Mark Schmitt leads the Political Reform Program at the New America Foundation, which is a grantee of the Foundation’s Madison Initiative. He has a thoughtful essay in the current edition of Democracy, entitled “Democratic Romanticism and its Critics,” that everyone interested in democracy reform should read. Schmitt’s piece does a commendably fair job of summarizing the perspectives of a growing number of democratic skeptics for the readers of a journal whose self-professed mission is “to build a vital and vibrant progressivism for the twenty-first century.”
Schmitt notes that:
[T]his school of skeptics is less interested in an idealized democracy…than in effective governance. They worry less that government is pulled away from the public interest by money and concentrated power than that it can’t address problems in even the messy, transactional, and imperfect way that it once did.
Schmitt’s subtitle is a provocation, suggesting that, if the skeptics are right, then “everything you thought you know about fixing American politics might be wrong.”

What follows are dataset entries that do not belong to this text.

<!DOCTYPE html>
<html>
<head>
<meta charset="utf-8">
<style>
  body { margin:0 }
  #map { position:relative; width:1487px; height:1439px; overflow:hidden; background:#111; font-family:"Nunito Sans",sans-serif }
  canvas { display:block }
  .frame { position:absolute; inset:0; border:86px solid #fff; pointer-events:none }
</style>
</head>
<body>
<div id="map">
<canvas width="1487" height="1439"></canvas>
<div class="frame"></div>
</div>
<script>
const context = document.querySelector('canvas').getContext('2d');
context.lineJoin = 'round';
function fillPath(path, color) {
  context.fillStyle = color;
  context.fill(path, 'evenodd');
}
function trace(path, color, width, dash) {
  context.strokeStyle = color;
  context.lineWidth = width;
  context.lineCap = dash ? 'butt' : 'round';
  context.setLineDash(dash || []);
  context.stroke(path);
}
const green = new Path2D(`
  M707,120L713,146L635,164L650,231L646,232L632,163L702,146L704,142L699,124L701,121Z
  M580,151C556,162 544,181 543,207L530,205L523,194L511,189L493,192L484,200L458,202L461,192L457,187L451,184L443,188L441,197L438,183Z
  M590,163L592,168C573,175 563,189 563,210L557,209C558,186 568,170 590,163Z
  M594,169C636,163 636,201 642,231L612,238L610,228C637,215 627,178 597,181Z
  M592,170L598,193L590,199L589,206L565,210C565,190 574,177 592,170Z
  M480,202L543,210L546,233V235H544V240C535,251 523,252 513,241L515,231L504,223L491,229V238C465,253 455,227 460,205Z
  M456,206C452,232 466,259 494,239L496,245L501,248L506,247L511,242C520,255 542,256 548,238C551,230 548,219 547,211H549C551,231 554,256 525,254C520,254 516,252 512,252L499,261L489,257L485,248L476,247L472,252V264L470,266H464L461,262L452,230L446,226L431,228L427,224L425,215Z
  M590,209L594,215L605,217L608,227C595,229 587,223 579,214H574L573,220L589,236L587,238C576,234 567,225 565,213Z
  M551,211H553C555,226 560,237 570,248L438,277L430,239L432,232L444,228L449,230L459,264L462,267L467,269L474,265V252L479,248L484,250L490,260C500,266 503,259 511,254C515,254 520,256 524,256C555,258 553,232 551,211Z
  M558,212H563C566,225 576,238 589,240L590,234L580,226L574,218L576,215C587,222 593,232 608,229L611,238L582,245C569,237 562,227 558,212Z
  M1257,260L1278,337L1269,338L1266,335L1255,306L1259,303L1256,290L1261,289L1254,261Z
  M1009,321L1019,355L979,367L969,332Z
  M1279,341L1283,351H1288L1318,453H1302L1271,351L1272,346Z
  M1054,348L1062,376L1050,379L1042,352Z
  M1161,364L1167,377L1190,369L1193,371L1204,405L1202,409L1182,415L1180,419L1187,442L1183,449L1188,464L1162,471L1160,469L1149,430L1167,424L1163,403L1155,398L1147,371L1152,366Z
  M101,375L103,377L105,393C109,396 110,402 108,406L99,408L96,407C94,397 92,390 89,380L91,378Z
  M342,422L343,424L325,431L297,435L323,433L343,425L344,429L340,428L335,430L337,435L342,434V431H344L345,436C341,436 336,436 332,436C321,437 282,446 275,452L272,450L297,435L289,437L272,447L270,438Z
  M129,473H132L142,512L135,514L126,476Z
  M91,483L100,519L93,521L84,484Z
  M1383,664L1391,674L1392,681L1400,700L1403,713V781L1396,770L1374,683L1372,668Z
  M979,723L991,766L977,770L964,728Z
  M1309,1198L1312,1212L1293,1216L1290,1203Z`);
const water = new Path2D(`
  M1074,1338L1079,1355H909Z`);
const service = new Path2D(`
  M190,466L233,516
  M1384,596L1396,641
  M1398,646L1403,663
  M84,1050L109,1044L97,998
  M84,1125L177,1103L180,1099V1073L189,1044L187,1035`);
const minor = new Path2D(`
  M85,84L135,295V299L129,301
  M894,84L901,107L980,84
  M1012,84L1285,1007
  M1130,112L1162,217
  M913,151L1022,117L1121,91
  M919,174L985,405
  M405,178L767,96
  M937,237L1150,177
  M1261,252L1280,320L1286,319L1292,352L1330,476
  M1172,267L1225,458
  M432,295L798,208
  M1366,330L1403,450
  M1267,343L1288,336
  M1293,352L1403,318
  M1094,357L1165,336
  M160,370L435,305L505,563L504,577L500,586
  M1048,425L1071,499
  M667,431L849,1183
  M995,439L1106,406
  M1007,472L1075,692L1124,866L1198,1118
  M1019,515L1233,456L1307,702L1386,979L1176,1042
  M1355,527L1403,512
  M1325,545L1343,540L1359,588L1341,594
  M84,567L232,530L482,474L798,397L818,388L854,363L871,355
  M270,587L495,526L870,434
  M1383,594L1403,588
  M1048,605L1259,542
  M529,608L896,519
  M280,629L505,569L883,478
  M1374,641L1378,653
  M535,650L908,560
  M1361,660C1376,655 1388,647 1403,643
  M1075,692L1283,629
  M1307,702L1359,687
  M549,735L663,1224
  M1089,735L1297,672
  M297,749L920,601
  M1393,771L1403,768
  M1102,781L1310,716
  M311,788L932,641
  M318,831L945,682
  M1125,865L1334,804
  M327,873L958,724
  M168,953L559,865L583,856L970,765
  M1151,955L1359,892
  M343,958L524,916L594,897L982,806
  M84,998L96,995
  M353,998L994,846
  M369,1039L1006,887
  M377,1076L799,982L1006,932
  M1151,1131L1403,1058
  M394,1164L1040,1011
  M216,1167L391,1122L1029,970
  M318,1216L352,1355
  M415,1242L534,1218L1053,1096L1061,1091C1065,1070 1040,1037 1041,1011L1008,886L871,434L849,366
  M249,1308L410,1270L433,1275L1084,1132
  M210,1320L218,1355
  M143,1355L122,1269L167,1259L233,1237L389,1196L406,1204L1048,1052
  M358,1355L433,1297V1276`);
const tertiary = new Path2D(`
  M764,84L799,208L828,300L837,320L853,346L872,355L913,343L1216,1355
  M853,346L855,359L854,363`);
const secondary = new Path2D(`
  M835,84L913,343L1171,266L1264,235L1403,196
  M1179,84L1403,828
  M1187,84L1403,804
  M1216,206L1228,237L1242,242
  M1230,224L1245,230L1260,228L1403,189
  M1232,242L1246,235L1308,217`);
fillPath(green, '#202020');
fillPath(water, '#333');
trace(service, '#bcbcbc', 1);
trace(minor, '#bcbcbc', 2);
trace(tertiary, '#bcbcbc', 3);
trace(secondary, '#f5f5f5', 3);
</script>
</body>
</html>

In the end Schmitt doesn’t go that far, concluding that the skeptics’ perspective rests unsteadily on a nostalgia for party bosses, political machines, earmarks, and the like that is itself idealized and, in his view, fails to illuminate a practical way forward. To his credit, elsewhere Schmitt has sketched out a democratic reform agenda that seeks to reframe traditional arguments railing against corruption by focusing instead on elevating the value of what he terms political opportunity.
Digesting these two pieces together provides a great vantage point on the evolving debate on political reform. Kudos to Schmitt for his willingness to listen to and take seriously the arguments of those on the other side of the reform debate and to revisit the assumptions of the advocacy community that is closer to home for him. We will need more of this kind of critic and political boundary-crosser for the work that lies ahead.